• Assignment
Scan the entries below for the word "evenodd" and copy every line in which it occurs.

(Beginning of Dataset)

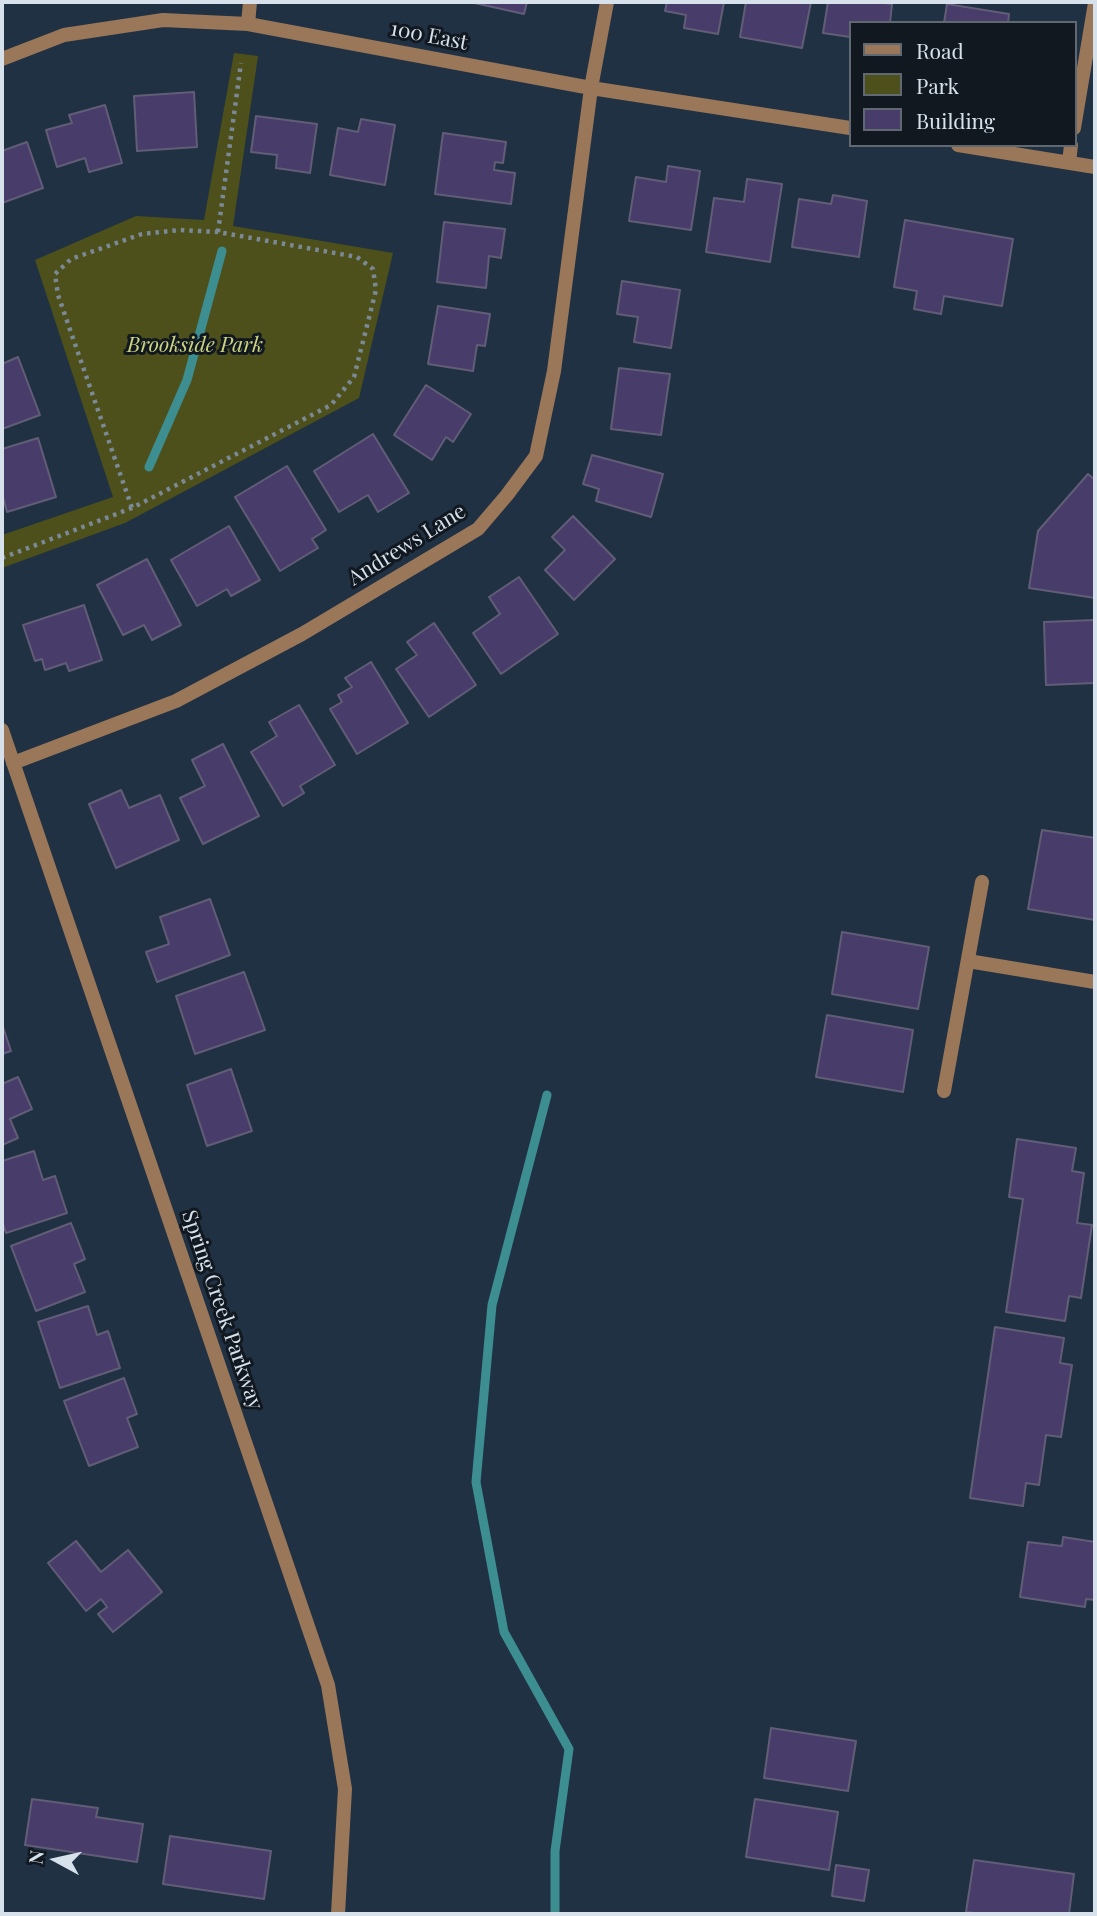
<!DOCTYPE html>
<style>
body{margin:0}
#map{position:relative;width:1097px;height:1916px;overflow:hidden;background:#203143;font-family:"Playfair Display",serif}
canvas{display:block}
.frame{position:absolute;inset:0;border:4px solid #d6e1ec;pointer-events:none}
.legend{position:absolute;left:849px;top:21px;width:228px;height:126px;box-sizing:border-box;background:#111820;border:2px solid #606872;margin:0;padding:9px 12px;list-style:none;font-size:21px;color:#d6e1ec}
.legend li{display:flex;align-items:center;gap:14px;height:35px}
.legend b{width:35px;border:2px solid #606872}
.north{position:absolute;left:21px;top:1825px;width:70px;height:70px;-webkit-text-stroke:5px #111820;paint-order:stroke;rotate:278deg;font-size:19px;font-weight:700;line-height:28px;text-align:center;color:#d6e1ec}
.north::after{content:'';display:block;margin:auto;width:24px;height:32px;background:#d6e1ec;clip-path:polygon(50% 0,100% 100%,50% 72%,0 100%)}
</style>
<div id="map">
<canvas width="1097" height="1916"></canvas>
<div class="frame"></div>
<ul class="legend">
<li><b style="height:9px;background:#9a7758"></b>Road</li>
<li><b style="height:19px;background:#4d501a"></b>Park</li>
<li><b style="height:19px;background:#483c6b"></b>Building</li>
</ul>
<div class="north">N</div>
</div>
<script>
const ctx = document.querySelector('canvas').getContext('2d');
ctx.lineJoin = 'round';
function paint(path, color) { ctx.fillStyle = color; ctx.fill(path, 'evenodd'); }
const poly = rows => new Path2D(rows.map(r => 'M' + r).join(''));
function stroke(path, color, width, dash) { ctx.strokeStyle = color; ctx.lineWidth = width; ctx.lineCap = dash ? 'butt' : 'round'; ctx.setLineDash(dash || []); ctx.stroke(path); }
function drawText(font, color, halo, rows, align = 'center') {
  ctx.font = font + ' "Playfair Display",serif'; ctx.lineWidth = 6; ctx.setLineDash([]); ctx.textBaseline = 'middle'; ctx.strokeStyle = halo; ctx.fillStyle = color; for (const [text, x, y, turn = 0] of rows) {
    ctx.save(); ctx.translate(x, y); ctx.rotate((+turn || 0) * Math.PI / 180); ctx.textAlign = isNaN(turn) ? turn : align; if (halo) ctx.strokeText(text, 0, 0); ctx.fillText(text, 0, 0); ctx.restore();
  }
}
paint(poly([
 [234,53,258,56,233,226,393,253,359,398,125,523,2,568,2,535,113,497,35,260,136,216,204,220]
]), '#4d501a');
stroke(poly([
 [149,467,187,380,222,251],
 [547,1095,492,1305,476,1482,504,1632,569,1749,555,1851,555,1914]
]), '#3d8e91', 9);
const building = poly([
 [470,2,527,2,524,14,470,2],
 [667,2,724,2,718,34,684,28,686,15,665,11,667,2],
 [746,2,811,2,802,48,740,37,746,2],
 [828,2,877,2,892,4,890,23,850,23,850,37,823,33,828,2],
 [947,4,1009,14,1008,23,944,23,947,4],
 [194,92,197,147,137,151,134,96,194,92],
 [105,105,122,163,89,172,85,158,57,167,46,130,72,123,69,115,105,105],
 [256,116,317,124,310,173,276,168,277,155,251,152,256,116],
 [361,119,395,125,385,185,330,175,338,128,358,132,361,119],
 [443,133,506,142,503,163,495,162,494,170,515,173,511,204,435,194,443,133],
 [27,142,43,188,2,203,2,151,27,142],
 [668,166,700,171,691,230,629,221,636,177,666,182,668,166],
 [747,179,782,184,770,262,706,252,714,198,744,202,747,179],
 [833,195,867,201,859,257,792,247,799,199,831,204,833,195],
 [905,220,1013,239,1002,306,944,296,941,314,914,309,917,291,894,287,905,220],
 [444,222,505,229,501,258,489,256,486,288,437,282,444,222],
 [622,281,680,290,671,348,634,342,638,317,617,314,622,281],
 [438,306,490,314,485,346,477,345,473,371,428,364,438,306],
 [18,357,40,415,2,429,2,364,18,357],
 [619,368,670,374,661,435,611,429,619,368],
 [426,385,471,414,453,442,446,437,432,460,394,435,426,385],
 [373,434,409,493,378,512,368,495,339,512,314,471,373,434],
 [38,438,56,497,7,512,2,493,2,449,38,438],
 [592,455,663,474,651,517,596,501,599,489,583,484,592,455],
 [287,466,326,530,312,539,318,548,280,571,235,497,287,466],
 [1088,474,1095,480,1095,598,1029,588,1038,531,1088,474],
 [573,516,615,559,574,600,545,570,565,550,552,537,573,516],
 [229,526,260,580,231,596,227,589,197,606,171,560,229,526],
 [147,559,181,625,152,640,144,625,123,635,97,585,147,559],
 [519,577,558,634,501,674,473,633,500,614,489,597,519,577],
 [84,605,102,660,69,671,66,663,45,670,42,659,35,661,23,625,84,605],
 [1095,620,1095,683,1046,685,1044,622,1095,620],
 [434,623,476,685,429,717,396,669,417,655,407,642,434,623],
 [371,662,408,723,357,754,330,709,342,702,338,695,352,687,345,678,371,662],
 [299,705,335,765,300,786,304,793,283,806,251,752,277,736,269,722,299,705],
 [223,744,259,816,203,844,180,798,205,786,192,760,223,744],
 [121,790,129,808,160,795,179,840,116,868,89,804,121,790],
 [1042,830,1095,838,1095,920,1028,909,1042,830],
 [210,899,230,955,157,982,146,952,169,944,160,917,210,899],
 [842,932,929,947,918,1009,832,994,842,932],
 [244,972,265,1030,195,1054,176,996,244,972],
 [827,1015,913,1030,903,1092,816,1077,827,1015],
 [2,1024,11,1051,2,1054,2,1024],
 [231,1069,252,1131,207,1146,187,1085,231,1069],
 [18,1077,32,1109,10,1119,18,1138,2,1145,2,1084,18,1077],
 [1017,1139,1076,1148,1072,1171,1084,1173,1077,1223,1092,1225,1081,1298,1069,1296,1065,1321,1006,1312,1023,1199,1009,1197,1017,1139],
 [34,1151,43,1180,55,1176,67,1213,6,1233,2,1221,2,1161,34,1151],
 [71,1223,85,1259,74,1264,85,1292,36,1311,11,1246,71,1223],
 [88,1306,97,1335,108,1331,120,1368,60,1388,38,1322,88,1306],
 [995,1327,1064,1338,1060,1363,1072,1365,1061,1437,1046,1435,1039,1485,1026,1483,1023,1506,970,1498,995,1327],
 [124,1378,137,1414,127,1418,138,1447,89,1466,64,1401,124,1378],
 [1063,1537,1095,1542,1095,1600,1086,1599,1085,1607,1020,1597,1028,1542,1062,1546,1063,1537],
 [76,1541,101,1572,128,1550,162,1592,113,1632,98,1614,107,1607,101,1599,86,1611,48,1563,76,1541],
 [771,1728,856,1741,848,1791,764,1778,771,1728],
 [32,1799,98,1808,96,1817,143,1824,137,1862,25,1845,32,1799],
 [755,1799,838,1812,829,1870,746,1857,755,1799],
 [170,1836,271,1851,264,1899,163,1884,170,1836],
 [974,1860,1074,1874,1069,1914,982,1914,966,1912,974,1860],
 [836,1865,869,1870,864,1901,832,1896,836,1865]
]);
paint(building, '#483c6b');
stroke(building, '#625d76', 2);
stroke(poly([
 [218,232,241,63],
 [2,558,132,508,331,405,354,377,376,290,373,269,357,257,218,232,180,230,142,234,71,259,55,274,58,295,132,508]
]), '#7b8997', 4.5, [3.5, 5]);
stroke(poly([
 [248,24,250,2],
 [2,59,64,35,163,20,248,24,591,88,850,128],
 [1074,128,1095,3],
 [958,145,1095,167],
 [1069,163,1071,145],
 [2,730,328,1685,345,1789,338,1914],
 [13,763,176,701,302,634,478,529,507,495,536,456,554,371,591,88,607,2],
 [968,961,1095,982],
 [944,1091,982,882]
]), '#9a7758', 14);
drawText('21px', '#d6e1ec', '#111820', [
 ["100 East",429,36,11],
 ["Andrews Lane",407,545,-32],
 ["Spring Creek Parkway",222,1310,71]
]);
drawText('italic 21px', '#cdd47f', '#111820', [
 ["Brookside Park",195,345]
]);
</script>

(End of Dataset)
(Beginning of Dataset)

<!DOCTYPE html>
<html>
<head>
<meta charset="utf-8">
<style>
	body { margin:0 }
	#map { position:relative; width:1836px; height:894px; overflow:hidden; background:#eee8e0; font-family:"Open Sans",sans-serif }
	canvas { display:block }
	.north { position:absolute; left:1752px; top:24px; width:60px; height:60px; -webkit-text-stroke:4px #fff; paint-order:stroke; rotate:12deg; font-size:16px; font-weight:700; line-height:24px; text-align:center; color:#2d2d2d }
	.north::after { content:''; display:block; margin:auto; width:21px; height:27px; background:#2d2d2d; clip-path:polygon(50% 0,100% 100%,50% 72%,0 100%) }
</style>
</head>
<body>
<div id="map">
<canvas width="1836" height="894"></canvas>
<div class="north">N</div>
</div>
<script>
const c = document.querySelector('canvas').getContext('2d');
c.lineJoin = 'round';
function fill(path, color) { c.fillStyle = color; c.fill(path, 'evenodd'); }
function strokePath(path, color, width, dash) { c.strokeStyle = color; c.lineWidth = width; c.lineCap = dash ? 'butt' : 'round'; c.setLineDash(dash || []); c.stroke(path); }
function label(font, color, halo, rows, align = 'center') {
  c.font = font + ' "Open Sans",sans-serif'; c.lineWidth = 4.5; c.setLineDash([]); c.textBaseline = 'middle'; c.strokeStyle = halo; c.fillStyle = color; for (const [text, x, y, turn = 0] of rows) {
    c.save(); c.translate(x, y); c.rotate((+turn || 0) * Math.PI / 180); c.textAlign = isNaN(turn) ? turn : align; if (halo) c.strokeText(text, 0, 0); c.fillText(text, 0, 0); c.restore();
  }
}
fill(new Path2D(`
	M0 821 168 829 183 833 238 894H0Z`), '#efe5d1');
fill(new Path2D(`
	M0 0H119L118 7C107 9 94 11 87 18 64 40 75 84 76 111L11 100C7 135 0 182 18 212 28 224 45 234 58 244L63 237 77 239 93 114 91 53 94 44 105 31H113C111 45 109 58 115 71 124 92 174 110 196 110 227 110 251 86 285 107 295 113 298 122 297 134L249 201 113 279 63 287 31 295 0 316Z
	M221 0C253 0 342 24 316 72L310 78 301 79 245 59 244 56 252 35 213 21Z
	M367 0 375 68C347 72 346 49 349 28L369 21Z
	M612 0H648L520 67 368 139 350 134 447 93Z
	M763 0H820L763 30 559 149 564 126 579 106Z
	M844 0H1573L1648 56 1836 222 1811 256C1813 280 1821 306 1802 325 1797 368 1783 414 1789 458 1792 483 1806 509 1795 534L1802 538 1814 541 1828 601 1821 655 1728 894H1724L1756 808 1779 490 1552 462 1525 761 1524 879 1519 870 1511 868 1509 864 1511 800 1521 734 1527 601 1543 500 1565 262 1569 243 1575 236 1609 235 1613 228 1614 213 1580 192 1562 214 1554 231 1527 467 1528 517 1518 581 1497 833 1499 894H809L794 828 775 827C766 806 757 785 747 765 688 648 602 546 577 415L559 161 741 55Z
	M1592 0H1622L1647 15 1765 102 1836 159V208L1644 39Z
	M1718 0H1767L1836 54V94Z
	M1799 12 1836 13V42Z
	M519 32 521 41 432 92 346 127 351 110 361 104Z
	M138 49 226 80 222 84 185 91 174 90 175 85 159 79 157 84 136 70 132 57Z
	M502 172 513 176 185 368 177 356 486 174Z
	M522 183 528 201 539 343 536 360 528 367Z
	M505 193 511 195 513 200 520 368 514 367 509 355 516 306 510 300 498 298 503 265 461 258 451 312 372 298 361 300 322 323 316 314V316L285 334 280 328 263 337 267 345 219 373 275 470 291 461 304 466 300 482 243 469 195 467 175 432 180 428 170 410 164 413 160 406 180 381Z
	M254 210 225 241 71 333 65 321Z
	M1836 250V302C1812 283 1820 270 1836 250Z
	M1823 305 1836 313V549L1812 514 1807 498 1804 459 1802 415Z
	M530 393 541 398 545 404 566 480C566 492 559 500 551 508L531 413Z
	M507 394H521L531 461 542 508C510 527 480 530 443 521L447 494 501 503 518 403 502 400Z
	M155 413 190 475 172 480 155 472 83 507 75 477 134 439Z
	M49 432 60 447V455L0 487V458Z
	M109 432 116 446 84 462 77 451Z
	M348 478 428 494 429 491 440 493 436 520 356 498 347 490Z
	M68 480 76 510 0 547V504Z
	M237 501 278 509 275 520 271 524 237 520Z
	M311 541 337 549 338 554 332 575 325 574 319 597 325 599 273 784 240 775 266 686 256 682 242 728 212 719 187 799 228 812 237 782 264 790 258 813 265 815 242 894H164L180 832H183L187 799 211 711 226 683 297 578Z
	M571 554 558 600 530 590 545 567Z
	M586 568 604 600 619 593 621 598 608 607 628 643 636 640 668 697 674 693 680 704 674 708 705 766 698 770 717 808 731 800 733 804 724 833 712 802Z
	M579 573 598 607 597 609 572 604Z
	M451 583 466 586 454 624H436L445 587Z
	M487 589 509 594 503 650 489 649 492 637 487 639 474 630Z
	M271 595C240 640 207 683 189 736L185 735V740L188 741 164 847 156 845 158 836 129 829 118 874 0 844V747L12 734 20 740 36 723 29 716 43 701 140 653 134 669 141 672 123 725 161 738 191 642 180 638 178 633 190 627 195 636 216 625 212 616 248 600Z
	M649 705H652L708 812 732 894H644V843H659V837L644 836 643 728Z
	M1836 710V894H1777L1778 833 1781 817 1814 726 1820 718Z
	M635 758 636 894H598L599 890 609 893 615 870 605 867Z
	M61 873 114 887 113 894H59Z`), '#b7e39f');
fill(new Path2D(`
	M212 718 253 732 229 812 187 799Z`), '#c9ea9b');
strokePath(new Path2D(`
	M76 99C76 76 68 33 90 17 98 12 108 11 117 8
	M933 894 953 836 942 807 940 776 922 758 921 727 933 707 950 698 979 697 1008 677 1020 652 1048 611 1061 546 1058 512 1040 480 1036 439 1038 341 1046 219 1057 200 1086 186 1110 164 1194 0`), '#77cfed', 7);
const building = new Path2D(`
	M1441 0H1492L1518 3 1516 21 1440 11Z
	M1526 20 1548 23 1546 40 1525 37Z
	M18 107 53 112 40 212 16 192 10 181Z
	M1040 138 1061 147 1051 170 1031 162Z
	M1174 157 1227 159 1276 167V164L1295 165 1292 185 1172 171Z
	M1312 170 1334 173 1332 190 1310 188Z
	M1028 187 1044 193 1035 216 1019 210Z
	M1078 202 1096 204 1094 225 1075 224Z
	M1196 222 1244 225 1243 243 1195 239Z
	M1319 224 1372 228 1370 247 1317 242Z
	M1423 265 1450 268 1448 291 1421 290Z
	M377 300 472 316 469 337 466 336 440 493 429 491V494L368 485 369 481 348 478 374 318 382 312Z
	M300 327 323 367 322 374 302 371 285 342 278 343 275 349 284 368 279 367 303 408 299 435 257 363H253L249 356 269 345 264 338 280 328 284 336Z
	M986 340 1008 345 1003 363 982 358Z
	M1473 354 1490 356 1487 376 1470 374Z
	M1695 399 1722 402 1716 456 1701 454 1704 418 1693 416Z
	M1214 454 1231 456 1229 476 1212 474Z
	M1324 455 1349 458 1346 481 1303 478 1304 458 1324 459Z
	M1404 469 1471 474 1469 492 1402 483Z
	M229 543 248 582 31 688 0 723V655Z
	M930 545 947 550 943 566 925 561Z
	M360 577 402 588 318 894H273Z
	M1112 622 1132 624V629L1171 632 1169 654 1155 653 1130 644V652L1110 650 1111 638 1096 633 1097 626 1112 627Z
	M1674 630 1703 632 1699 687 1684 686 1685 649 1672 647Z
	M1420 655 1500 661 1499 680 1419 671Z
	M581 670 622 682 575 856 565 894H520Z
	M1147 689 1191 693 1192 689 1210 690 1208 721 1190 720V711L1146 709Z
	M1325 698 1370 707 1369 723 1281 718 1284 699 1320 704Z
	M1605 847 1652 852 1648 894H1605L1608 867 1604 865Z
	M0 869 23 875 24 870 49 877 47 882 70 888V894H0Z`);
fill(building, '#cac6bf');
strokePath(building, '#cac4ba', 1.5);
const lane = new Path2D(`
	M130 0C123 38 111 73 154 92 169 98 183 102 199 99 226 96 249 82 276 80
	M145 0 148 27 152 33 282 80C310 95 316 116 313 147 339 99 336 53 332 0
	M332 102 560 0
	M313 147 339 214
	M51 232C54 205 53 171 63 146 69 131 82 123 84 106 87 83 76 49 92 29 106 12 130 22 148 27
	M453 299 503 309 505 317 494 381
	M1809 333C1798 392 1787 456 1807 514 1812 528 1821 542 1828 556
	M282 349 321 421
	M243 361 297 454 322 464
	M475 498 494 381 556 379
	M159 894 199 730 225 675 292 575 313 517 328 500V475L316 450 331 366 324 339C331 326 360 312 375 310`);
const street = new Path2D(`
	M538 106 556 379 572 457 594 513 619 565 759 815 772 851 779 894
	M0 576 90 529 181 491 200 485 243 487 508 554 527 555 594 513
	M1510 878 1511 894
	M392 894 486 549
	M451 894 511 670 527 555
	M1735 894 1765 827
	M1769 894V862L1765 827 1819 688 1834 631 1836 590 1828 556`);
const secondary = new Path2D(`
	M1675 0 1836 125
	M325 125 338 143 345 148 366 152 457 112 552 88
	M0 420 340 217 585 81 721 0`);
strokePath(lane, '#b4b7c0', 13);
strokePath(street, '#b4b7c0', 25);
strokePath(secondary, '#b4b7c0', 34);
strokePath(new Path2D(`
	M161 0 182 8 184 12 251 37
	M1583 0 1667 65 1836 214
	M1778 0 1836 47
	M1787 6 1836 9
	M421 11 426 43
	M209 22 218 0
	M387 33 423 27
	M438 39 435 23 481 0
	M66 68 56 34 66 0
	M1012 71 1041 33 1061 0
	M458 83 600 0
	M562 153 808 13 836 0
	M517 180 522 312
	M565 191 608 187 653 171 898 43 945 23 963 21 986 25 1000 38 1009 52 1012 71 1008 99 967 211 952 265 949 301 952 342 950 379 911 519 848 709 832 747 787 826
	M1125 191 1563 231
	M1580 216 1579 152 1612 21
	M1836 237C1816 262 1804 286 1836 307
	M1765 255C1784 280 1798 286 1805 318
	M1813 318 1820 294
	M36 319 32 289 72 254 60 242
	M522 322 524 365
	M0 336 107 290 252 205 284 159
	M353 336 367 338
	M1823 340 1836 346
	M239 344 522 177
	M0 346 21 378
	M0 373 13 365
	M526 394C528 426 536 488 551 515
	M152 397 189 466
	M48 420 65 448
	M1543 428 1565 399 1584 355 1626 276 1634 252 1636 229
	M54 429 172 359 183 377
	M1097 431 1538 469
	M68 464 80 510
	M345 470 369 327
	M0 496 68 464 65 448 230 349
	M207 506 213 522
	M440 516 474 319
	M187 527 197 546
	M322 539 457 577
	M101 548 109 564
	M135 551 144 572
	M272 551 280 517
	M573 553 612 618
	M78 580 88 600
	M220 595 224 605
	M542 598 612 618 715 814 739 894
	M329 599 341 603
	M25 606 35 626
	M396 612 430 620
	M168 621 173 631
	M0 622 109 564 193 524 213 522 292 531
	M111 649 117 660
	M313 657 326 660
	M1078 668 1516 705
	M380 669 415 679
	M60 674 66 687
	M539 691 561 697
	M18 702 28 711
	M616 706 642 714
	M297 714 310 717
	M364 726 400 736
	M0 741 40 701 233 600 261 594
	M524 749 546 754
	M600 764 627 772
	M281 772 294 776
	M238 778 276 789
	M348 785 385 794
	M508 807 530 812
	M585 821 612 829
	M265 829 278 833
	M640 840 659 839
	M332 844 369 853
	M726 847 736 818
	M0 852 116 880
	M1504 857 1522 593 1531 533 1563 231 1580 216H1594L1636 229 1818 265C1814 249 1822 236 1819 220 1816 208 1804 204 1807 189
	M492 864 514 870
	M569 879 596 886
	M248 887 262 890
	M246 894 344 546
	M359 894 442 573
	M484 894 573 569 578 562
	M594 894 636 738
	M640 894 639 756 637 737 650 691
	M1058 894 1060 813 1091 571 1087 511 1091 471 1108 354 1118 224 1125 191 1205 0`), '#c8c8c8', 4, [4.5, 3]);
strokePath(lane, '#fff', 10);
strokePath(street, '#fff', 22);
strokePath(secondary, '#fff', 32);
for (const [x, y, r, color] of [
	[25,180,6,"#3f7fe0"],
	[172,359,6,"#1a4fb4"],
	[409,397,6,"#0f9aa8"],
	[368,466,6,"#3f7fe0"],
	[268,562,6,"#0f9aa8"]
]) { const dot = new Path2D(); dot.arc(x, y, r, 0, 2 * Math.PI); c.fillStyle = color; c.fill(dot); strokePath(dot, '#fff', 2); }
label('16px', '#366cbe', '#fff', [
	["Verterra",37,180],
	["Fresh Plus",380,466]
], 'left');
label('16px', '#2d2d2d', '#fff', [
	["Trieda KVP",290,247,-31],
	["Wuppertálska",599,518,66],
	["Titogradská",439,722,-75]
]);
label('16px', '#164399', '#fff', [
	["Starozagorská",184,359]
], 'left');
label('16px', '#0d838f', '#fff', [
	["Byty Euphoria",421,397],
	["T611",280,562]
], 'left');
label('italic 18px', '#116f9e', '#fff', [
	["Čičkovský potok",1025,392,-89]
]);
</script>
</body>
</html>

(End of Dataset)

• Answer to the exercise
function paint(path, color) { ctx.fillStyle = color; ctx.fill(path, 'evenodd'); }
function fill(path, color) { c.fillStyle = color; c.fill(path, 'evenodd'); }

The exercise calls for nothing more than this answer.